What needs to be done: From the first line of the records through the line containing "height:9px; margin:-4.5px; padding:0", retype every line exactly and nothing else.

Data for processing:

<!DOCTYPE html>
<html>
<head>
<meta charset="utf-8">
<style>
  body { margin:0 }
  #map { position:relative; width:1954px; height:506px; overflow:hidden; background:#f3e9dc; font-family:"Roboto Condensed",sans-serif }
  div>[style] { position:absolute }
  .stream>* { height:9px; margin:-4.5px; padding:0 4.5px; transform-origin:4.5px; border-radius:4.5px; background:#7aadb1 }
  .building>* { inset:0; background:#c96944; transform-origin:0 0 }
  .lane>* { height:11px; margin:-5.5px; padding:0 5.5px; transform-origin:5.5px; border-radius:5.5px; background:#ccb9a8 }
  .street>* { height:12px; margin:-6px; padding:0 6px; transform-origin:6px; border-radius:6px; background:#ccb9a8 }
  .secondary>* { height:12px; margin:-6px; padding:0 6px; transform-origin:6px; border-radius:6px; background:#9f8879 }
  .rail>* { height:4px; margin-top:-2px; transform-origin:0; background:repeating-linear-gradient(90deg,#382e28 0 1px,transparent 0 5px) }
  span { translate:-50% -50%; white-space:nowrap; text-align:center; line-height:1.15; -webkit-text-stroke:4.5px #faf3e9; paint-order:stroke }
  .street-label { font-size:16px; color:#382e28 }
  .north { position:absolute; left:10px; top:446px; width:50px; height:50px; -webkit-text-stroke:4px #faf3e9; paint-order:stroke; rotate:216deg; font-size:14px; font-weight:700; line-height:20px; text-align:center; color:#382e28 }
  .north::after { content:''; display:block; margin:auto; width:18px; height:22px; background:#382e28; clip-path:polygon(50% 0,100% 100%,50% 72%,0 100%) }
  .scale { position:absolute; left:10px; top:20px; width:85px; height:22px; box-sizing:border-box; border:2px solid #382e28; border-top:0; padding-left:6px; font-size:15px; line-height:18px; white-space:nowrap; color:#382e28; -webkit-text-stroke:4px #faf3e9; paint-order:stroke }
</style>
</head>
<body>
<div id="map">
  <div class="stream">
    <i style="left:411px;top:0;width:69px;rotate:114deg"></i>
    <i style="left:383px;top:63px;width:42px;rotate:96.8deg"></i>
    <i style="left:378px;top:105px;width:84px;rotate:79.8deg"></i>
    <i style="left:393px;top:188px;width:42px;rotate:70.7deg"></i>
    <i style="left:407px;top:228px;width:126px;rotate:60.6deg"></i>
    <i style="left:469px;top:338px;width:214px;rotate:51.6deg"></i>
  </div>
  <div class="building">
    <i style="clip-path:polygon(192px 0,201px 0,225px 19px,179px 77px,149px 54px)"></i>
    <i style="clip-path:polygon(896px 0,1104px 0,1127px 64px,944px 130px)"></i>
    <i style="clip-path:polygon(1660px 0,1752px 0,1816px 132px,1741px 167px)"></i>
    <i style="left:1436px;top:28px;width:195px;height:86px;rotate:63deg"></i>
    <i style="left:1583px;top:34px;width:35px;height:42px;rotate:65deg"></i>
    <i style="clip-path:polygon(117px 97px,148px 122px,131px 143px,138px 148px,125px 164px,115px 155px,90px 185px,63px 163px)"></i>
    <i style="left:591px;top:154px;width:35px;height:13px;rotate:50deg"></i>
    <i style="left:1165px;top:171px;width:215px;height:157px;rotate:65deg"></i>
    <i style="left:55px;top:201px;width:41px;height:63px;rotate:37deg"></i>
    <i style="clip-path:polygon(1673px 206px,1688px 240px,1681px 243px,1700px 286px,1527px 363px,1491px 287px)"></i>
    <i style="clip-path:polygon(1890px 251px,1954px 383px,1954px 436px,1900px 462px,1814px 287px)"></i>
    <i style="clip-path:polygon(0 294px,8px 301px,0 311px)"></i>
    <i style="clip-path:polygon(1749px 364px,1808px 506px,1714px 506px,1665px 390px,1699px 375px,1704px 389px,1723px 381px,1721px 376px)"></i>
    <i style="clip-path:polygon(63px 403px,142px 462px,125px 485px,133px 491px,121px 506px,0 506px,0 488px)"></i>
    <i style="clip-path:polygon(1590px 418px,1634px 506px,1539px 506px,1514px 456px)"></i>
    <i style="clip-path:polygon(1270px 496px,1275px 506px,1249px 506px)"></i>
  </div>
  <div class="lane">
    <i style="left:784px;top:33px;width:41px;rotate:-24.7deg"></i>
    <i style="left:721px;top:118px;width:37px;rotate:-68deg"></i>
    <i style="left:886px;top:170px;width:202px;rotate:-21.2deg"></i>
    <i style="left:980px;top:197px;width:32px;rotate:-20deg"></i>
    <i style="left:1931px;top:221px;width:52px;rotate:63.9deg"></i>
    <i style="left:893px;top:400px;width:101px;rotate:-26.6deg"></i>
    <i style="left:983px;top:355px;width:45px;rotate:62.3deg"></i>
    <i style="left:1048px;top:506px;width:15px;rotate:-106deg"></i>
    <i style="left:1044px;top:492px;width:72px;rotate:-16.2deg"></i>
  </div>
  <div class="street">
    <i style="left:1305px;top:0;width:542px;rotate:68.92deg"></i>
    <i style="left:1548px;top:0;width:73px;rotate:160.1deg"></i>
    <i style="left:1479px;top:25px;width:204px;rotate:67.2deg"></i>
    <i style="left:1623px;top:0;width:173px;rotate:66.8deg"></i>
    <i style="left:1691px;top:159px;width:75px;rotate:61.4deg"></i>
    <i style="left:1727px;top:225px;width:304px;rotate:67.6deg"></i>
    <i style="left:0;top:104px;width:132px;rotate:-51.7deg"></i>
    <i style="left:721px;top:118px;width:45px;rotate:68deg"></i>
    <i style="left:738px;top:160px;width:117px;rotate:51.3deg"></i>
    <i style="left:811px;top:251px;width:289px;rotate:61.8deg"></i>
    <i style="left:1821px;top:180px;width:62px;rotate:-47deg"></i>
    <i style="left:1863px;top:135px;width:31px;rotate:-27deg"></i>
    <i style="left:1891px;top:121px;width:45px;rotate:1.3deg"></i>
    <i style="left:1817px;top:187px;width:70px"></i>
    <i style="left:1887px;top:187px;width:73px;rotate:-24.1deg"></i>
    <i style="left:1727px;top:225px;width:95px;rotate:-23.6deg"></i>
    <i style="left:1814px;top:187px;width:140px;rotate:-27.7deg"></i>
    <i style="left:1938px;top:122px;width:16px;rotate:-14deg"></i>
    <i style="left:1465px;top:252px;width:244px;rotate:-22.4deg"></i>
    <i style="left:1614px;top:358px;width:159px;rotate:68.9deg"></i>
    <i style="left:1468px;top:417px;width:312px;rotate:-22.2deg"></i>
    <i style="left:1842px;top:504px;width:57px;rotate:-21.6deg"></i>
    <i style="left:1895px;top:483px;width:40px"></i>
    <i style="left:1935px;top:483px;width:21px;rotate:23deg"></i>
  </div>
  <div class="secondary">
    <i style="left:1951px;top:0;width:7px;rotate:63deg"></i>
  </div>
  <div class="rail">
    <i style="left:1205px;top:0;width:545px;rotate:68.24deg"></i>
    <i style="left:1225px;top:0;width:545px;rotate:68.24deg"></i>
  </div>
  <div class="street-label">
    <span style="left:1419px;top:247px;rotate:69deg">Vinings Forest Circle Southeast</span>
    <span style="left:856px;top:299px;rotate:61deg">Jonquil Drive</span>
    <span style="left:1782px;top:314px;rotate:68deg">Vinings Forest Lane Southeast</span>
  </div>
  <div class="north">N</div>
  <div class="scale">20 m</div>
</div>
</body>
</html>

Answer space:
<!DOCTYPE html>
<html>
<head>
<meta charset="utf-8">
<style>
  body { margin:0 }
  #map { position:relative; width:1954px; height:506px; overflow:hidden; background:#f3e9dc; font-family:"Roboto Condensed",sans-serif }
  div>[style] { position:absolute }
  .stream>* { height:9px; margin:-4.5px; padding:0 4.5px; transform-origin:4.5px; border-radius:4.5px; background:#7aadb1 }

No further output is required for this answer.